Sanjeev Arora, the Charles C. Fitzmorris Professor in Computer Science at Princeton
Shared insights into the rapid evolution of AI and foundation models, challenging the common notion that these systems are merely “stochastic parrots.” Through a detailed and intuitive discussion of next-word prediction, he illustrated how seemingly simple training objectives can give rise to remarkably sophisticated reasoning and intelligence. He also reflected on the broader opportunities and challenges associated with increasingly capable AI systems.
Panel 1: Convergence of Communication, Sensing, and Intelligence in NextG
The panel explored how communication, sensing, and AI are increasingly converging into a unified wireless platform for NextG systems. Discussions focused on intelligent networks capable of simultaneously communicating, sensing their environment, and adapting in real time, enabling applications ranging from robotics and autonomy to immersive digital experiences. The panel also examined where the value proposition of integrated sensing and communications (ISAC) ultimately resides across the technology stack, from hardware and infrastructure to software and services.
Panel 2: Technology and Policy
The panel examined how federal technology policies can be navigated across party lines to strengthen US technological leadership. Topics included spectrum allocation, regulation, security, standards, industrial competitiveness, and the importance of coordinated action between academia, industry, and government. The discussion reflected on the impact of the CHIPS Act and the broader shift in the US from relatively passive industrial strategy to more assertive post-COVID industrial policies aimed at strengthening supply chain resilience and technological competitiveness. Panelists also debated what the next generation of industrial policy might look like over the coming decade.

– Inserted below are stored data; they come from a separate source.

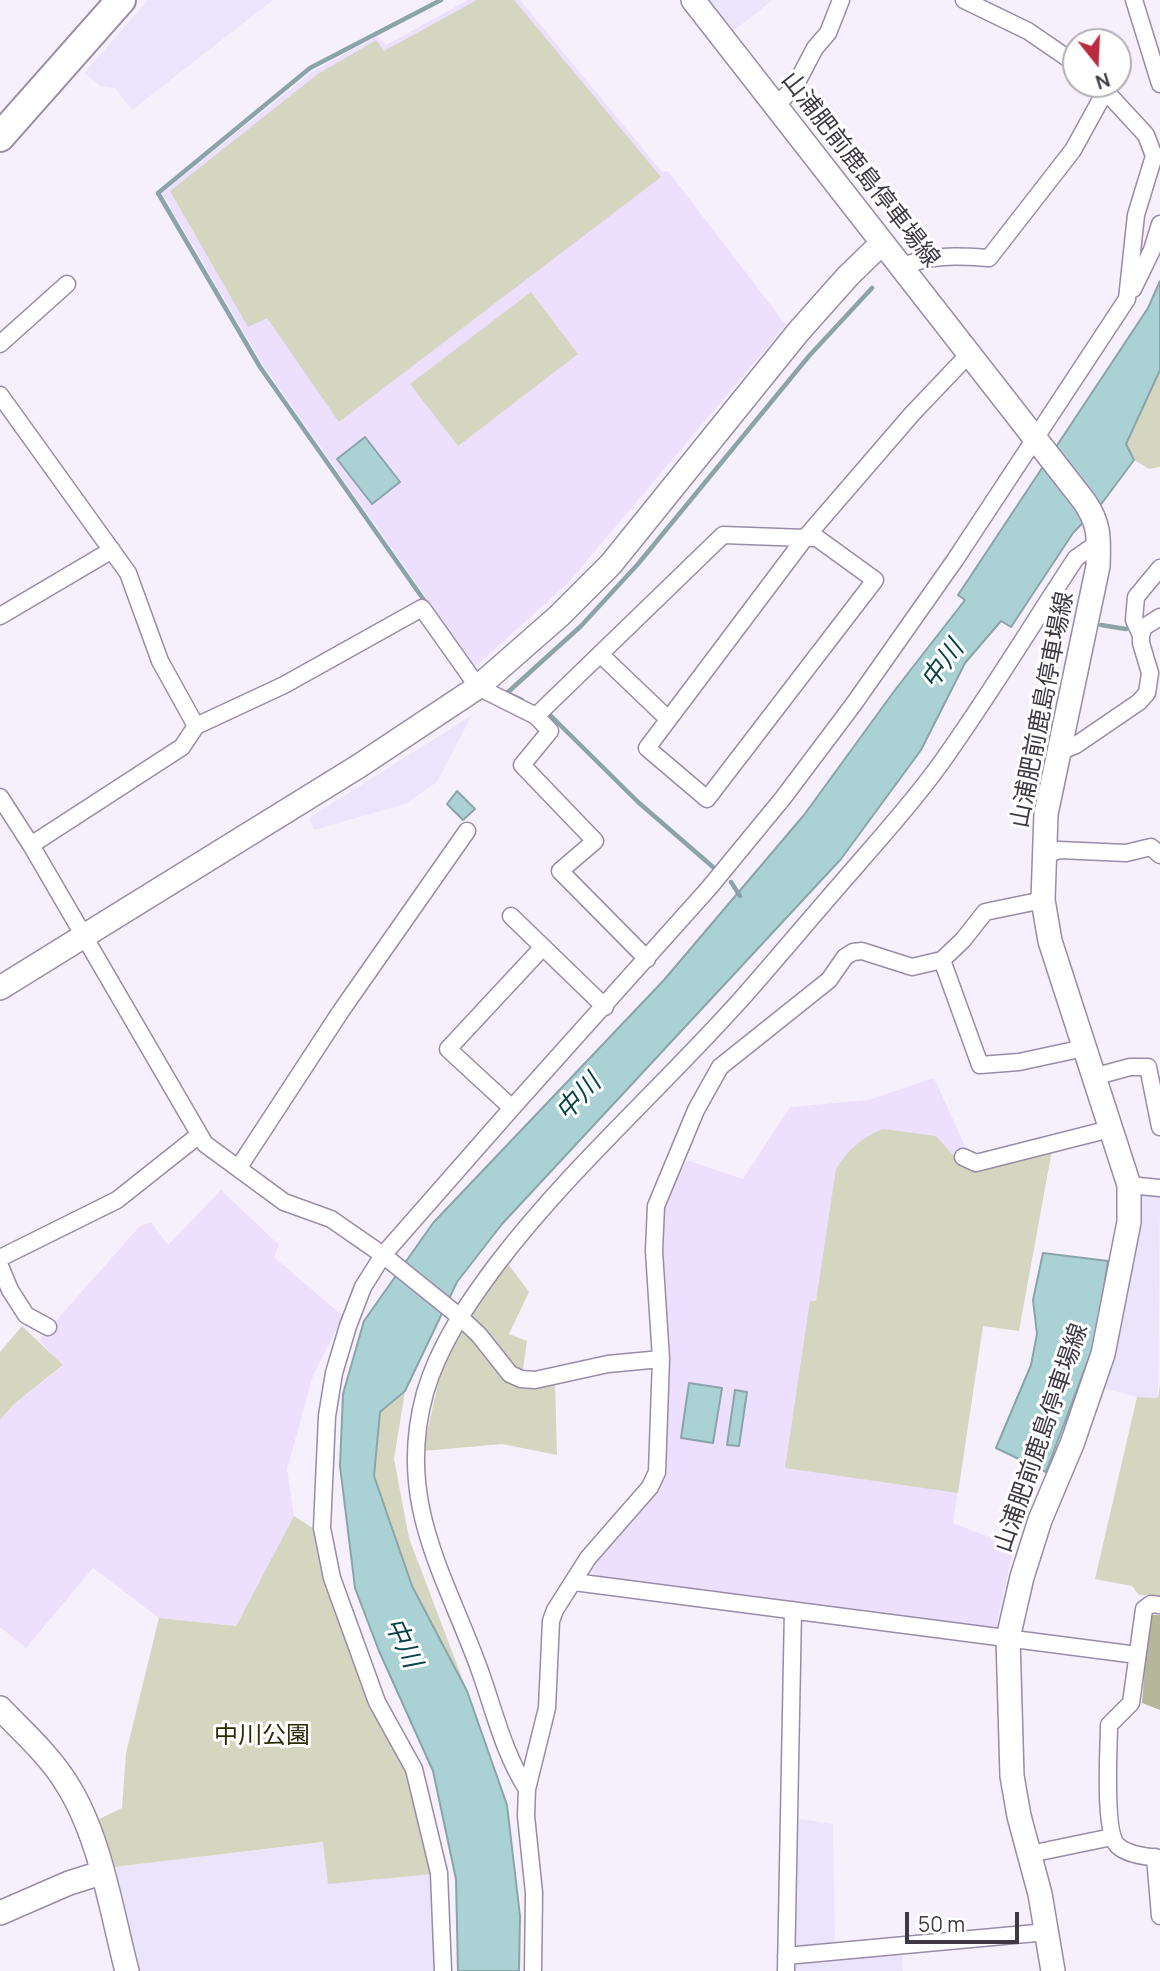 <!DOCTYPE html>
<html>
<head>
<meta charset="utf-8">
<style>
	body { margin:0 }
	#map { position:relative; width:1160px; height:1971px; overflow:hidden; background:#f6f0fd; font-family:Manrope,sans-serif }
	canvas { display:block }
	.north { position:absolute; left:1062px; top:28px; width:70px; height:70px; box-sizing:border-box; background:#fff; border:2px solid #b2afb4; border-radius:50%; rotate:162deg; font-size:19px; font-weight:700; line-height:28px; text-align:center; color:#3e3844 }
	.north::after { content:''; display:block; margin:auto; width:24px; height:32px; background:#bb2a3d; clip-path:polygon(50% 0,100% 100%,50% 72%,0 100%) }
	.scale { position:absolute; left:905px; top:1912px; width:114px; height:32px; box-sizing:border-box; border:4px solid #3e3844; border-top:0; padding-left:9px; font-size:21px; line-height:24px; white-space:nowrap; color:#3e3844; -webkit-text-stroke:5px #fff; paint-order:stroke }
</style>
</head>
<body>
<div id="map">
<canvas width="1160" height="1971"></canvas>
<div class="north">N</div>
<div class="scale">50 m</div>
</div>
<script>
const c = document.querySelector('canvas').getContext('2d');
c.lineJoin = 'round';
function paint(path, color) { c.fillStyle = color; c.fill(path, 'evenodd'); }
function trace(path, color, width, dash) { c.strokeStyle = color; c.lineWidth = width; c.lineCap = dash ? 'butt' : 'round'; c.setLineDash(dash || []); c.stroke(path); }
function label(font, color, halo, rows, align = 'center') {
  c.font = font + ' Manrope,"Noto Sans JP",sans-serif'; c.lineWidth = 6; c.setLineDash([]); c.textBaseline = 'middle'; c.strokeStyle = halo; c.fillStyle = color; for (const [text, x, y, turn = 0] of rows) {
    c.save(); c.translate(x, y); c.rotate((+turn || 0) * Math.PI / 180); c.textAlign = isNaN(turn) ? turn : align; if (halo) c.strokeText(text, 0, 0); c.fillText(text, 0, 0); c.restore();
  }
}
const commercial = new Path2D(`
	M148,0h125l-141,110 -17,-22 -14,-2 -17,-13z
	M709,0h64l-40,31z
	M472,715l-35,67 -32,22 -91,26 -5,-12z
	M1136,1192l24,3 -2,203 -21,-1 -34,-9z
	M780,1816l53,8 2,132 67,-3 1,18h-123z
	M324,1842l109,32 3,97h-296l-26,-104z`);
const built = new Path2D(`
	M468,0h52l142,172 6,-1 118,154 -218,258 -93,84 -212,-302 -101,-172 151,-122 65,-35 8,9z
	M934,1078l42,92 43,161 -36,-5 -30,197 61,24 -19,85 -399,-54 -5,-8 5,-10 63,-75 3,-280 25,-45 56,19 47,-72 79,-7z
	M221,1190l58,55 -5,12 69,59 -30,60 -26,93 7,47 -58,110 -77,-8 -66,-50 -67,80 -26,-21v-207l14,-16 49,-38 -24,-26 100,-113 12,-5 17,23z`);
const green = new Path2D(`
	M477,0h37l147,177 -322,245 -72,-104 -19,9 -78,-136 148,-117 58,-34 8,11z
	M531,292l47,62 -120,92 -48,-62z
	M1160,370v97l-11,2 -15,-9 -8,-15z
	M883,1129l53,7 25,28 91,-14 -33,181 -36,-5 -25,167 -173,-25 25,-167h6l20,-132c12,-19 26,-32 47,-40z
	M506,1261l23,31 -20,42 18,7 -6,43 34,-2 2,73 -55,-11 -79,7 20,-90z
	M22,1326l41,39 -49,39 -14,16v-68z
	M1160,1385v211l-21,-1 -7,-9 -37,-7 42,-182 21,1z
	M405,1391l-11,68 15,79 58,153 -55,-105 -38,-110 6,-64z
	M294,1516l20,13 11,57 47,120 37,65 24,103 -105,10 -5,-42 -209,25 -15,-48 23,-11 4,-55 33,-135 77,8z`);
const forest = new Path2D(`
	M1149,1615h11v95l-18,-7z`);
const water = new Path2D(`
	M1160,281v89l-34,74 8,16 -32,43 -29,30 -62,94 -10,-6 -36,42 -44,87 -80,109 -339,365 -45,58 -52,109 -25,21 -6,64 38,110 55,105 40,114 13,111 -1,55h-61l-2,-92 -23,-108 -54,-120 -24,-63 -15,-122 3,-72 21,-73 69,-98 231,-243 140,-165 91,-125 70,-90 -7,-5 190,-287z
	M365,437l35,45 -28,22 -35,-45z
	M457,791l18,18 -12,11 -16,-16z
	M1043,1253l65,8 -12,78 -50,133 -50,-24 35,-83 6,-31 -4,-34z
	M689,1383l33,5 -9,55 -32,-5z
	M735,1390l12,2 -8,54 -12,-1z`);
const stream = new Path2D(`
	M1053,600l16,12
	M426,603l-166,-236 -102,-174 152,-125 131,-68
	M1101,625l25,4
	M522,700l-15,-7 74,-67 57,-62 171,-208 63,-68
	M550,715l88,87 75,65
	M731,882l9,14`);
const street = new Path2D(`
	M964,0l64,31 48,33
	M1134,0l26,84
	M777,105l18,-19 20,-38 13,-15 13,-33
	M901,267c29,-13 57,-11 88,-9l84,-108 33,-60
	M1133,289l19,-39 8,-26
	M0,344l67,-60
	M0,395l128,178 32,88 36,65
	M0,616l112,-66
	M1141,635l3,-8 16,-10
	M600,654l68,65
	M536,716l187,-181 82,3h12l58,42 -168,219 -60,-51 158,-210 107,-124 57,-60
	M1057,753l19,-8 63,-43 8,-9 3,-20 -9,-30v-8l-7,-15 2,-23 24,-29
	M0,797l31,48 174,299 79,58 47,17 52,36 77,62 19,18 31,39 11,5 14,1 73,-16 53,-5
	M31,845l151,-98 14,-21 88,-41 138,-77 56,79 58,29 14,15 -28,34 73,76 -35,30 87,88
	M1043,856l16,-6 67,3 25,-6 9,8
	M511,916l94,91
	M942,960l38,105 39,-3 65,-14
	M1093,1077l37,-10h18l12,60
	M512,1108l-64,-59 95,-102
	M963,1157l13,6 134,-34
	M239,1167l102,-156 126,-180
	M1129,1185l31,3
	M0,1258l117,-58 82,-65
	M0,1266l10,24 16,25 22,12
	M574,1582l563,73
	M1160,1605l-9,-1 -7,5 -13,94 -22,22c0,22 -6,108 9,121 10,9 29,11 42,12
	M527,1789c-23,-35 -33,-79 -47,-118 -35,-97 -85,-169 -55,-278 14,-48 42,-89 72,-129 74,-97 166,-177 247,-268 36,-41 71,-83 107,-124 31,-36 63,-71 90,-109 48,-67 90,-137 135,-205l23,-16
	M1030,1854l82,-17
	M1155,1857l5,59
	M786,1956l261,-24
	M443,1971l-4,-98 -25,-104 -37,-67 -45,-124 -10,-50 5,-112 7,-43 14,-47 15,-39 20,-32 129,-147 197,-220 74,-90 70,-93 102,-145 172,-261 9,-84 18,-59 -8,-21 -47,-51
	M533,1971l1,-78 -8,-77 1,-27 20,-81 4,-87 4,-11 33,-52 62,-71 7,-15 4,-113 -7,-108 2,-45 40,-96 24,-43 109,-87 16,-23 8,-5 9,-1 50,16 30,-7 21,-20 22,-28 58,-12
	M786,1971l7,-361`);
const secondary = new Path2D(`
	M693,0l391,501c16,23 15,37 14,65l-52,248 -3,86 7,41 79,244v37l-26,132 -31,90 -32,76 -18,57 -14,61 4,138 7,40 21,78 13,77
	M0,988l359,-222 119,-79 81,-71 52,-52 188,-233 49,-55 34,-33
	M0,1708c22,23 48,46 65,73 35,53 46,129 62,190
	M0,1913l69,-30 32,-10`);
const highway = new Path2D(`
	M0,137l121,-137`);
const streetNames = [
	["山浦肥前鹿島停車場線",860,170,52],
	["山浦肥前鹿島停車場線",1043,710,-79],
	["山浦肥前鹿島停車場線",1042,1438,-71]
];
const parkNames = [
	["中川公園",262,1736]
];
const waterNames = [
	["中川",943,665,-54],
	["中川",579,1098,-47],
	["中川",402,1643,65]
];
paint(commercial, '#ebe5fb');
paint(built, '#ede0fe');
paint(green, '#d4d6c0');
paint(forest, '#b4b799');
paint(water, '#aad2d4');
trace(water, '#8aa4a9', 2);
trace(stream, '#8aa4a9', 4.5);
trace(street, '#988ca8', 19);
trace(secondary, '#988ca8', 26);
trace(highway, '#988ca8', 32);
trace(street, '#fff', 16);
trace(secondary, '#fff', 23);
trace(highway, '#fff', 28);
label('24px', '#3e3844', '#fff', streetNames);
label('24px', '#2b2c04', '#fff', parkNames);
label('italic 26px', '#064448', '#fff', waterNames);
</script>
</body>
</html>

Panel 3: Technology Fabric for NextG
The discussion focused on the foundational technologies required to enable NextG systems, including advanced semiconductors, AI-enabled architectures, photonics, quantum computing, sensing platforms, and advanced packaging technologies. Speakers emphasized the need for innovation across the entire technology stack to support increasingly intelligent, programmable, and distributed communication systems.